The National Fair Housing Alliance will release its own template in early June as a recommendation for OMB to practically implement oversight for civil rights, civil liberties and privacy for AI use in housing.
Whether the OMB adopts the alliance’s recommendations, or even seriously oversees civil rights and privacy considerations in AI applications in housing, Saleh believes that lenders will still take up at least some measure of compliance anyway.
“There are a lot of lenders who recognize that the law remains the law, even [if] there’s no cop on the beat,” he says. “Some institutions will choose to continue to maintain their fairness investments, in part because they think it’s just good business to do so: If your models are systematically excluding people who would have paid you back, that’s a business issue, so I don’t think there will be a complete retreat from fairness and inclusion by lenders themselves.”
Lenders that have worked with FairPlay—which also helps lenders optimize their AI models to improve the fairness of their underwriting and pricing strategies—have been able to increase their approval rates by 10 percent, Saleh told Shelterforce.
“Fairness can pay,” he says, “if you invest the effort to try.”
Still, he says, the danger of losing investment in fairness technologies and strategies without an encouraging regulatory environment is high.

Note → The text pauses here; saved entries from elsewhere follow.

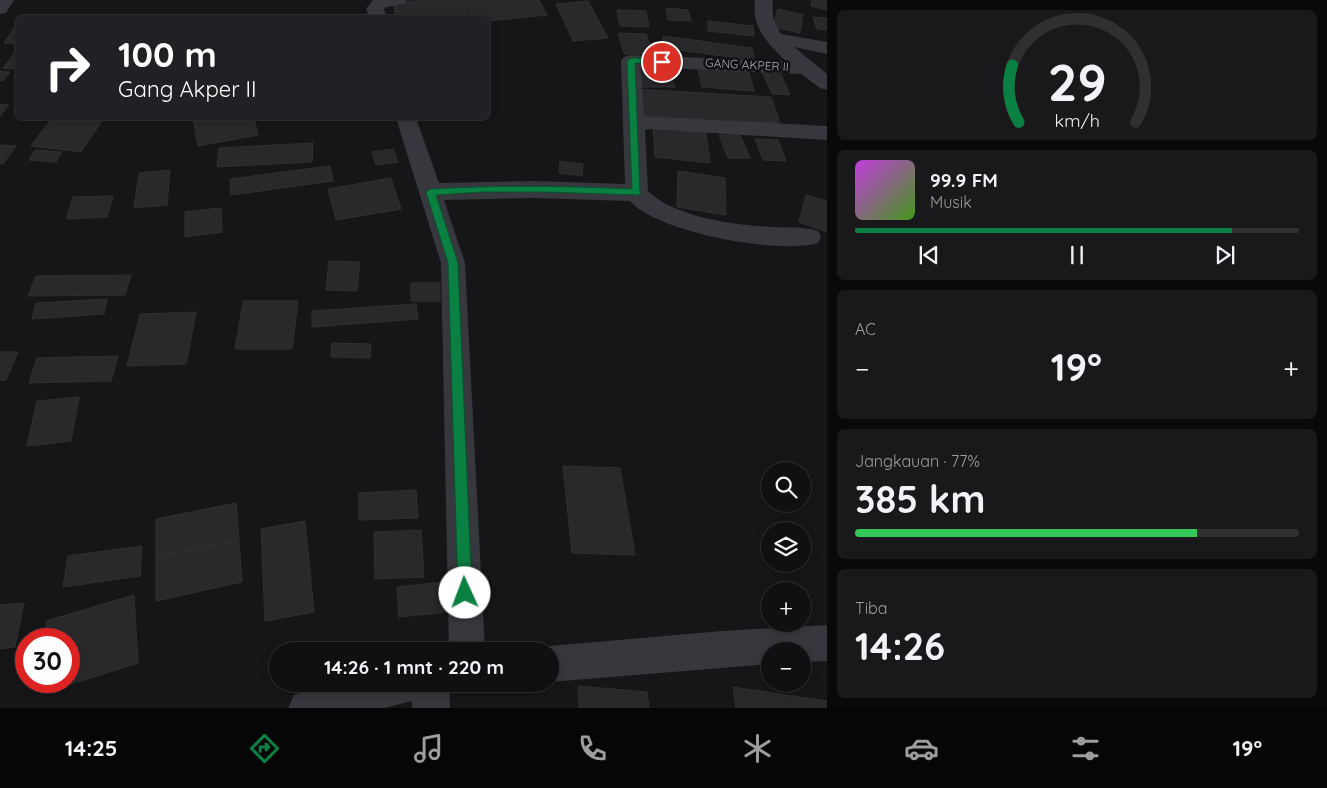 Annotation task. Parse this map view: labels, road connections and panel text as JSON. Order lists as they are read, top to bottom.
{
  "streets": {
    "street": ["GANG AKPER II"]
  },
  "page": {
    "turn": ["100 m", "Gang Akper II"],
    "song": ["99.9 FM", "Musik"],
    "tile": [
      "AC",
      ["Jangkauan · 77%", "385 km"],
      ["Tiba", "14:26"]
    ],
    "heat": ["−", "19°", "+"],
    "map_buttons": ["+", "−"],
    "limit": "30",
    "trip": "14:26 · 1 mnt · 220 m",
    "tabs": ["14:25", "19°"],
    "gauge": ["29", "km/h"]
  }
}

Without some level of government subsidy to incentivize this type of investment—which Zhu says is time-consuming and not particularly cost-friendly—“The next question is, even though we know doing this type of search may lead to more or better results to achieve both efficiency and fairness, who should bear the cost? That’s the accountability issue.”
And left to its own devices, the private sector rarely holds itself accountable.
“The industry is gradually shifting the liability [of harm] onto users,” says Akinwumi. “I don’t know how many people these days—myself included—have the time to read the Terms of Use for any technology product. [But] now that the industry is taking this approach, unless we have users or a public that is literate about AI, more and more harms are likely to be done.”
“Even though [the current administration] deemphasizes the importance of equity and fairness, it’s still very important to think about how we move forward in the AI space,” says Zhu. “AI won’t go away. It will affect our lives not just in housing, but in every sector.”
Tech Terms—A Glossary
Artificial Intelligence (AI)—Technology that enables computers and machines to simulate human learning, comprehension, problem solving, decision making, creativity, and autonomy. There are AI models that automate specific tasks or processes, and models that can optimize performance over time. [IBM]
AI Model—A program that has been trained on a set of data to recognize patterns or make decisions without human intervention. [IBM]
Algorithm— Detailed computational instructions that describe how to solve a problem or perform a specific task. [AP Stylebook]
Machine Learning—An AI process that uses algorithms to analyze large amounts of data, learn from the insights, and then make informed decisions. [Google] As they are exposed to more data, machine learning algorithms improve performance over time.
Training AI Models—The “learning” in machine learning is achieved by training models on sample datasets consisting of real data. [IBM]
Modeling Fairness—the process of ensuring that AI models that use machine learning are unbiased and do not discriminate against individuals or groups based on sensitive attributes like race, gender, or age. [AI overview on Google]
Generative AI, or Gen AI—Uses prompts or existing data to create new written, visual, or auditory content. The Mortgage Bankers Association in 2024 recommended that Congress target its legislation to this type of AI because it can be used to deceive people and financial institutions.